An electro-graf is a graffiti piece or throw-up that uses conductive spray-paint and magnet paint to embed movable LED display electronics. The following pages describe the materials and processes used to create the prototype indoor and outdoor interactive electro-grafs created in the lab at Eyebeam.
After you have chosen a location and time to execute your piece, you need to apply the magnet paint. If you are using the Magic Wall paint indoors, you can just apply the paint with a brush or roller. You need to paint on 2-4 coats for a reliable, robust magnetic attraction.
If you intend to add a topcoat to the electro-graf, like in the case of the prototype indoor electro-graf, you need to put masking tape on the circuit stencil to create contact pads.

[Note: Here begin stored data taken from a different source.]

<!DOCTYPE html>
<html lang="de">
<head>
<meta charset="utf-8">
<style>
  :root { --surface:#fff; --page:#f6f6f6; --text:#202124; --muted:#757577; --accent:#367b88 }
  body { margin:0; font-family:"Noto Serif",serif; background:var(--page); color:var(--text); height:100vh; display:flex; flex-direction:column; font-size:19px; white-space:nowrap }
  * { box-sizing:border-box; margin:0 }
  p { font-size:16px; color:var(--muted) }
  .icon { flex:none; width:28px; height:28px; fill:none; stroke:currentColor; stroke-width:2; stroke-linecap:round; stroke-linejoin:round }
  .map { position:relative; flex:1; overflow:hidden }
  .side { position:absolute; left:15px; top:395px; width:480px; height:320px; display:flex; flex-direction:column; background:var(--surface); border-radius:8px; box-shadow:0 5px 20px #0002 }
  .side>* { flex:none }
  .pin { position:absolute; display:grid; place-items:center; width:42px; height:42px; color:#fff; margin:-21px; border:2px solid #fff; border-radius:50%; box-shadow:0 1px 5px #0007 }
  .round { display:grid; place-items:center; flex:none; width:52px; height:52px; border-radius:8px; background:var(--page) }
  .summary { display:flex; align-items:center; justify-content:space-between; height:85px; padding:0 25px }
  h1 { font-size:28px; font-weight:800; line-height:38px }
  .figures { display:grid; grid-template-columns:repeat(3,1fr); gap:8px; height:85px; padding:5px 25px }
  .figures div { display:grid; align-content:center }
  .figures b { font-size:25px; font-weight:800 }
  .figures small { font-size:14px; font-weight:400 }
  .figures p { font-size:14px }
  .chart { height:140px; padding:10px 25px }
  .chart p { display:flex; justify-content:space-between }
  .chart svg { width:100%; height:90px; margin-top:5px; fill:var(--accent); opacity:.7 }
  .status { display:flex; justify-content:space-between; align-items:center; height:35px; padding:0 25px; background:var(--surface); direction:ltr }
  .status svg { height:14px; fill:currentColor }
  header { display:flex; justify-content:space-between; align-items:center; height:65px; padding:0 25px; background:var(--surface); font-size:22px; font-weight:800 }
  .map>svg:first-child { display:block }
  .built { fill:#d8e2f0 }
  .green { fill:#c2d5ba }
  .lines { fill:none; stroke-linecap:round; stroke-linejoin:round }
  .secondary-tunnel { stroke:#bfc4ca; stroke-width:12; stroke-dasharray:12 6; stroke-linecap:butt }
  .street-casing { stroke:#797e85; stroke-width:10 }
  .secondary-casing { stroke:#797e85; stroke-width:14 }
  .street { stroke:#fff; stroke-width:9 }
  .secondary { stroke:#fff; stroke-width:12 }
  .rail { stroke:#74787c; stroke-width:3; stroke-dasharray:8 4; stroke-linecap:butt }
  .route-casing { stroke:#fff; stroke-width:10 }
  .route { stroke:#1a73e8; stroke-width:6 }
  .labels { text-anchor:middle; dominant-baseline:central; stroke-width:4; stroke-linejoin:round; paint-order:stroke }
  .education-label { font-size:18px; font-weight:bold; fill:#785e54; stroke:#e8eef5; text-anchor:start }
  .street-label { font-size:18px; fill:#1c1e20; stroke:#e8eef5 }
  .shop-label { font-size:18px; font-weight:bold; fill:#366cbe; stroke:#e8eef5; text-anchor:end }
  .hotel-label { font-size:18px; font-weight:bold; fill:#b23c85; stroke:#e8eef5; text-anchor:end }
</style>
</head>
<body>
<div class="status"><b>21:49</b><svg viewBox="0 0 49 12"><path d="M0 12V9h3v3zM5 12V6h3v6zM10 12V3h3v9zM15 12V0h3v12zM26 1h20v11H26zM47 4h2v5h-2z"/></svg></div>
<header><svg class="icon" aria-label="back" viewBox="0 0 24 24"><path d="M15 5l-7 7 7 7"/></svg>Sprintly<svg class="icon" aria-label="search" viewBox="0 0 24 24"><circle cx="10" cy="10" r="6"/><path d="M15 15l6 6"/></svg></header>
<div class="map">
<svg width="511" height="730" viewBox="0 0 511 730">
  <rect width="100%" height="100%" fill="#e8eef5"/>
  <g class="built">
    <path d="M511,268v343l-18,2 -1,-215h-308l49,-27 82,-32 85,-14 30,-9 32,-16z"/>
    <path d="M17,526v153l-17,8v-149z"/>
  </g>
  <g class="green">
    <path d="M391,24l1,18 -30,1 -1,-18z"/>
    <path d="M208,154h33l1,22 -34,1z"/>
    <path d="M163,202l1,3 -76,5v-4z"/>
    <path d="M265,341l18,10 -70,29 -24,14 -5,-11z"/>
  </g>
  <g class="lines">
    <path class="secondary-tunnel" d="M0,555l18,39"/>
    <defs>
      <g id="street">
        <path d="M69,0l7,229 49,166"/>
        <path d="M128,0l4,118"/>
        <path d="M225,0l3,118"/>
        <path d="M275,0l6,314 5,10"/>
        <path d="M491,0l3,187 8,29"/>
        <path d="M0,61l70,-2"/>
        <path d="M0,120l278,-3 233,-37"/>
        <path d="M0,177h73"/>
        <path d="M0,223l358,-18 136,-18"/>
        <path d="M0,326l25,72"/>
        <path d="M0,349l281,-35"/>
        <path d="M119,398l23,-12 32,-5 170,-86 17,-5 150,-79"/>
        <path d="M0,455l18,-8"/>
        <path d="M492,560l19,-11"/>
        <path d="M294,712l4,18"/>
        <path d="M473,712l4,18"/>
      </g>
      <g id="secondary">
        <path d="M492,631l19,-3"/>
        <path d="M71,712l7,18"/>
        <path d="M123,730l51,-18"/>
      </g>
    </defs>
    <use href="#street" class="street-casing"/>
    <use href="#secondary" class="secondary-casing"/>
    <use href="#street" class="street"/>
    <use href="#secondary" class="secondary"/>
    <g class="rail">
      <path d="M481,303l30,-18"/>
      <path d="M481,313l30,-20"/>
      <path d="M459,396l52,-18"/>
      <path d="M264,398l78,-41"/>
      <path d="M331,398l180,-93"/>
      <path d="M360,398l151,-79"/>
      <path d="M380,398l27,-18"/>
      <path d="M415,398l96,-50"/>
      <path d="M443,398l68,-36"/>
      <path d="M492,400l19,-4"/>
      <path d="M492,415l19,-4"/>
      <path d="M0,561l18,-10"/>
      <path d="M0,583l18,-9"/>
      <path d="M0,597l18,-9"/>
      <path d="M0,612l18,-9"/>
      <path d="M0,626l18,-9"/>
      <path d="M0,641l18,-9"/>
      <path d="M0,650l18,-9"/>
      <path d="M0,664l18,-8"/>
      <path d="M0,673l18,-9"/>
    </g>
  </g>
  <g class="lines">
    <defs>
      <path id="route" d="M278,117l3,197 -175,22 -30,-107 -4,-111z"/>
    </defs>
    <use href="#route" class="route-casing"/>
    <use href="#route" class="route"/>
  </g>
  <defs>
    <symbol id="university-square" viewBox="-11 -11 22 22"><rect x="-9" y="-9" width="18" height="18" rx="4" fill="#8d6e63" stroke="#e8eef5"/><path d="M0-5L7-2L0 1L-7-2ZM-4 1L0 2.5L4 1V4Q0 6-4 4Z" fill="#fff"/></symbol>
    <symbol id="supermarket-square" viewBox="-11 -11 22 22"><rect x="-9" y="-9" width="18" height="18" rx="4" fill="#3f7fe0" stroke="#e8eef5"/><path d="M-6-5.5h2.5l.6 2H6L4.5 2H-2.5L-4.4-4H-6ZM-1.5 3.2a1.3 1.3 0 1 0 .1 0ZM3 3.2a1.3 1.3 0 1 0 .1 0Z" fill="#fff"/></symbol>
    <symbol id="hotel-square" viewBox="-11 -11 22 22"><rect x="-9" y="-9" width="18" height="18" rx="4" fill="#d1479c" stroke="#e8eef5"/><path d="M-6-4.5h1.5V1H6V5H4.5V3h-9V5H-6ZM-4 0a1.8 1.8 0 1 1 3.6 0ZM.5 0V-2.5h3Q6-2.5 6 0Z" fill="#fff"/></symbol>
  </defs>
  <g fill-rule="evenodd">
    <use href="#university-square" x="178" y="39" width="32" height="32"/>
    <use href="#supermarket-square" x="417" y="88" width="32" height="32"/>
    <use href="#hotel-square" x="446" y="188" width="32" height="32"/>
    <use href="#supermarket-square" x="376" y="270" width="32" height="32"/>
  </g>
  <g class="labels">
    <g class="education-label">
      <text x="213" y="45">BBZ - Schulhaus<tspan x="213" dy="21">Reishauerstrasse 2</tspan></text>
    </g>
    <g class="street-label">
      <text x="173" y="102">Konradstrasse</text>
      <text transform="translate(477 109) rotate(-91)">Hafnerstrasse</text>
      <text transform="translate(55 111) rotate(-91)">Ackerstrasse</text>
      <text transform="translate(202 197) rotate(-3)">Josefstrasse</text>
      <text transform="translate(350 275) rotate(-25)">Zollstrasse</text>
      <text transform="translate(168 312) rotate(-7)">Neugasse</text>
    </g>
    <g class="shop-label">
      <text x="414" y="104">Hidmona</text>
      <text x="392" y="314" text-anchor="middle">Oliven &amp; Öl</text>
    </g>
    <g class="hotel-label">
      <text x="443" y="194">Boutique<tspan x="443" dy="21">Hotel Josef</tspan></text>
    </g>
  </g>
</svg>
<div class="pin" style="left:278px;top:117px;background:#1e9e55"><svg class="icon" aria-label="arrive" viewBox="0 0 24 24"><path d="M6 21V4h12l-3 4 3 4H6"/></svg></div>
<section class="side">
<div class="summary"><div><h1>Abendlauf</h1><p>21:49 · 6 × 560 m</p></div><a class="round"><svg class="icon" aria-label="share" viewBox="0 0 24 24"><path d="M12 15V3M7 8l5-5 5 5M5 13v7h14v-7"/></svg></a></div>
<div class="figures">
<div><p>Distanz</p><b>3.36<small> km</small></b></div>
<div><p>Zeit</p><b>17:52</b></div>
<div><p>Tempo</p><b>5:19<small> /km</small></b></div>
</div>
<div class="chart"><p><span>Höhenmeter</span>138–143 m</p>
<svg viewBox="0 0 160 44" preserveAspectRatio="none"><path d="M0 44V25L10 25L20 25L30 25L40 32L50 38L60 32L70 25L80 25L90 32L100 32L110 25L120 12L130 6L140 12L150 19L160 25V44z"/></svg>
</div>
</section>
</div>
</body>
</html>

These are where the LED leads or the wires will make contact with spray-on conductive traces and close the circuit.
Once you have taped the contact pads, you can apply the topcoat.Now, you can use an exacto blade, tweezer or small screwdriver to remove the tape over the contact areas. Once the tape is removed, use the multimeter to test the traces conductivity and resistance.
Components like wire, LEDs and circuit boards can be taped, epoxied or screwed into the wall. Another option is to create a metallic surface on the wall (using magnet paint) and then modify the electronic components by adding rare-earth magnets.I have developed a simple technique for attaching magnets to LEDs using old, used exacto knives.
Now you can put the LEDs on the wall, connect the power supply and any control electronics and turn it on. Depending on your design this could take a second or hours.